11. At this stage, I may refer to a Judgment of the Madras High Court in Deputy Commissioner of Commercial Taxes, Madras Division v. B.R. Kuppuswami Chetty [1980] 45 STC 308. In that case, the assessee was a firm dealing in leco, firewood and charcoal. There was a dispute as to the classification of leco. According to the assessee, leco being carbonised lignite briquette was coal which is declared as goods of special importance in inter-State trade and commerce under Section 14(i) of the Central Act. If leco is taken as declared goods, then the assessee’s sale would be second sales which are not taxable. The assessing authority declined to grant this exemption and the Appellate. Assistant Commissioner confirmed the assessment. The Tribunal, after going elaborately into the question of manufacture of lignite briquettes and also other aspects of the matter, came to the conclusion that leco was declared goods under Section 14(i) of the Central Act. In fact, the Tribunal held that leco was only lignite which is a variety of coal and which was liable to be taxed only on first sale. The question that arose for consideration was whether leco is coal or charcoal. After making reference to the Act and the definitions in various dictionaries, the learned Judges disposed of the matter thus :

Lignite in some context, e. g., in science may be treated as charcoal. But that is not the meaning here. Thus though the dictionary meaning of the word ‘lignite’ would comprehend its characterisation along with charcoal, still in view of the fact that lignite is only a form of coal, as commercially understood, or even scientifically understood, it is manifest that lignite was not intended to be excluded. Otherwise, the entry would have been worded differently so as to exclude lignite. We may also point out that what we are concerned here is briquette and leco which is now marketed is a kind of lignite which goes into the process of making lignite briquette. Therefore, it is only a product or transformation of lignite and, as lignite, it comes within the category of coal and unless excluded from the said category it has to be classified only as coal.

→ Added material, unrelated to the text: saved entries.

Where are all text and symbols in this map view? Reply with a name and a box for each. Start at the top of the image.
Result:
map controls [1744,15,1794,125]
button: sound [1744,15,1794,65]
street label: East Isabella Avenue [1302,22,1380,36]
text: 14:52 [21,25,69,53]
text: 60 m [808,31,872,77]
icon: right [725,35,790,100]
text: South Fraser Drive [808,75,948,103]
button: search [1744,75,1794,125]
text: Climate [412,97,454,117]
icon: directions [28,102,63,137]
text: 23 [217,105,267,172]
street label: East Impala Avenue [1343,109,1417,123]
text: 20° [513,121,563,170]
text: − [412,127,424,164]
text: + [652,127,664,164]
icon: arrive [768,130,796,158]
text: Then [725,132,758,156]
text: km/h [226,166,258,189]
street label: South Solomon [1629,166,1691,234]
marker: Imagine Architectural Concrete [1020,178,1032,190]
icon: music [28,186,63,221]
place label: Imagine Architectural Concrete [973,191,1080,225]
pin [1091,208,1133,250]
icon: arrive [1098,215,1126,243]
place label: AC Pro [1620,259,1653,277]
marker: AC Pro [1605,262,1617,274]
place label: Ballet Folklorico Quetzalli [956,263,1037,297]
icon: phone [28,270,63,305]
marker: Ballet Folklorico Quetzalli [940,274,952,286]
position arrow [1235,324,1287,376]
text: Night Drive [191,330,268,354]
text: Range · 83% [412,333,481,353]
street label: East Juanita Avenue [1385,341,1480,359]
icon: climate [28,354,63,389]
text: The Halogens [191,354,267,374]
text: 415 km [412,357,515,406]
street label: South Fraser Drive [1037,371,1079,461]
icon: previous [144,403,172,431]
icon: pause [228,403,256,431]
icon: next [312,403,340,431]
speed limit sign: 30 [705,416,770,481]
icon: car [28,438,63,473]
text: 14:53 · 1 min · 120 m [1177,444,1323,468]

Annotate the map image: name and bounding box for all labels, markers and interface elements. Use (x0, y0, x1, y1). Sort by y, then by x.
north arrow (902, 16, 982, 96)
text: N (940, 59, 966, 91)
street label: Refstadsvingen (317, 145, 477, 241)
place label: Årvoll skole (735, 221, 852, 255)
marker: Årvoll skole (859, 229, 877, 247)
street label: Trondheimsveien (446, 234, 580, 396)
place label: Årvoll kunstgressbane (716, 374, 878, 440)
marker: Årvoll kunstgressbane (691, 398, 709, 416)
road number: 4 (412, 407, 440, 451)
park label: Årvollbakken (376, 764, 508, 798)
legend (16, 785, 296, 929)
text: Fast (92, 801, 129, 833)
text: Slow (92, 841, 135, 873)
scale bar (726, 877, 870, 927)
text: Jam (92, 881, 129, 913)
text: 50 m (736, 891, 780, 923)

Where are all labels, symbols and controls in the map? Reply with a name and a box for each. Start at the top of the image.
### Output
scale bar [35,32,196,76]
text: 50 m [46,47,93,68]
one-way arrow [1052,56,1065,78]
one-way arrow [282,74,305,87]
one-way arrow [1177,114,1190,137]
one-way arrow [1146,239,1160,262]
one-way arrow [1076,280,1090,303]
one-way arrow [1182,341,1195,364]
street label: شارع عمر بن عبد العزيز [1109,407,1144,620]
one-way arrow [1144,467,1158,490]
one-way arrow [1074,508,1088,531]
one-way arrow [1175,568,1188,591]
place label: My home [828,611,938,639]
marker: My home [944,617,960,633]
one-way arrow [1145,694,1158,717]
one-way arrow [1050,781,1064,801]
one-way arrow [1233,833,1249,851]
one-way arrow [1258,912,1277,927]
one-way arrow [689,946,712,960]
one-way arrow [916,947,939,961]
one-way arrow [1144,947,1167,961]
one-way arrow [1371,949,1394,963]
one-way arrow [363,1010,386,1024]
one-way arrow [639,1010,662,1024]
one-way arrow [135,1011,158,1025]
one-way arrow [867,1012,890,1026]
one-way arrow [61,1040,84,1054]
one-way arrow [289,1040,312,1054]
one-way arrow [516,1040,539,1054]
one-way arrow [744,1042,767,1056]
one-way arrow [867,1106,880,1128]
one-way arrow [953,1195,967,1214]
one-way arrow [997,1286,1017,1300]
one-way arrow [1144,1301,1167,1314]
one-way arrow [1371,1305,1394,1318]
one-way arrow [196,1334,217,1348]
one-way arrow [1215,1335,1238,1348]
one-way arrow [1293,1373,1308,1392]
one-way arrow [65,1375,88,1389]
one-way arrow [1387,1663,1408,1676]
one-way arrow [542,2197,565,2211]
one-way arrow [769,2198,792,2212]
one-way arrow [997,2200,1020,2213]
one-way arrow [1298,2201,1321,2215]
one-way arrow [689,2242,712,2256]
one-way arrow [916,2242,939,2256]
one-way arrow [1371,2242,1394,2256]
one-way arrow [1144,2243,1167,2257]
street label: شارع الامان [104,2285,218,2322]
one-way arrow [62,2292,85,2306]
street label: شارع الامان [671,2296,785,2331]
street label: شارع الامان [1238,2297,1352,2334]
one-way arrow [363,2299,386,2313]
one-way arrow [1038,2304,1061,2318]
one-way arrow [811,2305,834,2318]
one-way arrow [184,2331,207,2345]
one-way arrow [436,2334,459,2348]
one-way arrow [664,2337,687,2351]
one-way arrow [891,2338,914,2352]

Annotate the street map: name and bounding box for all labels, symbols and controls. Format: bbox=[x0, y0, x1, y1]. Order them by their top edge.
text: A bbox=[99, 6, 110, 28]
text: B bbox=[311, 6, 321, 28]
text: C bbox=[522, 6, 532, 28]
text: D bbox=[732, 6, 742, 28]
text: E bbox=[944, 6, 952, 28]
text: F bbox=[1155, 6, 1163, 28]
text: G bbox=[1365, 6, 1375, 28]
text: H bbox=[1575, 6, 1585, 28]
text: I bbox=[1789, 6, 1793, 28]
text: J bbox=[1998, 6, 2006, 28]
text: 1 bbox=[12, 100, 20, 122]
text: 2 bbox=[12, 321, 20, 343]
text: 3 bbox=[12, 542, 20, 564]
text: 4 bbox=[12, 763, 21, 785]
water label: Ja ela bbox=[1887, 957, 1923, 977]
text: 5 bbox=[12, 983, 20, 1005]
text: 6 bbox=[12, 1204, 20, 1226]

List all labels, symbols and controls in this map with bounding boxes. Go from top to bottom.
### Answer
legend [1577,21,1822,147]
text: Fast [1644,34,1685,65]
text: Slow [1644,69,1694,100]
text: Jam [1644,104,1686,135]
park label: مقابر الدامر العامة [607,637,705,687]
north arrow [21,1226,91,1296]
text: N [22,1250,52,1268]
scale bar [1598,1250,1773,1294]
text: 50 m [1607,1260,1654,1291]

Reference was made to a decision of this court in Deputy Commissioner (Sales Tax), Pondicherry v. Akbar Alikhan and Abdul Ruheem & Co. [1971] 27 STC 167. In that case exemption was granted under item 18 of the Third Schedule from tax on products such as firewood and charcoal. The question was whether leco could be classified as charcoal so as to be eligible for the exemption. At page 169, the learned Judges pointed out:

In the instant case, it is common knowledge that leco, which is an expression which is of recent origin, has never been understood as anything otherwise than as domestic fuel. The learned Government Pleader concedes that there is no other user of leco otherwise than as combustible material used as charcoal. Such is the popular and commercial understanding of the expression. The learned Tribunal rightly relied upon the elucidation of the product as given by the Neyveli Lignite Corporation Ltd., in its letter dated 12th September, 1969. Therein, the Corporation says that leco is produced from lignite by a process of briquetting and carbonisation and that leco is a product obtained from lignite after a certain process and after certain substances are extracted from it, such as phenyl, tar and linoleum, etc. Thus, it is clear that even the manufacturer of this new product has understood it and treated it as fuel corresponding to charcoal. In the light of the pronouncement of the Supreme Court under similar circumstances and in view of the factual situation that leco in common parlance is fuel, we are unable to appreciate as to how and in what respect the order of the Tribunal is wrongf.

…We may also point out that the process which goes to the manufacture or making of lignite briquette is the same as employed for the purpose of obtaining coke and that is how the Central Government had understood lignite briquettes as coming within the scope of the term coke used in the Act.

12. The aforesaid observations again fully support our view taken on the point debated before us.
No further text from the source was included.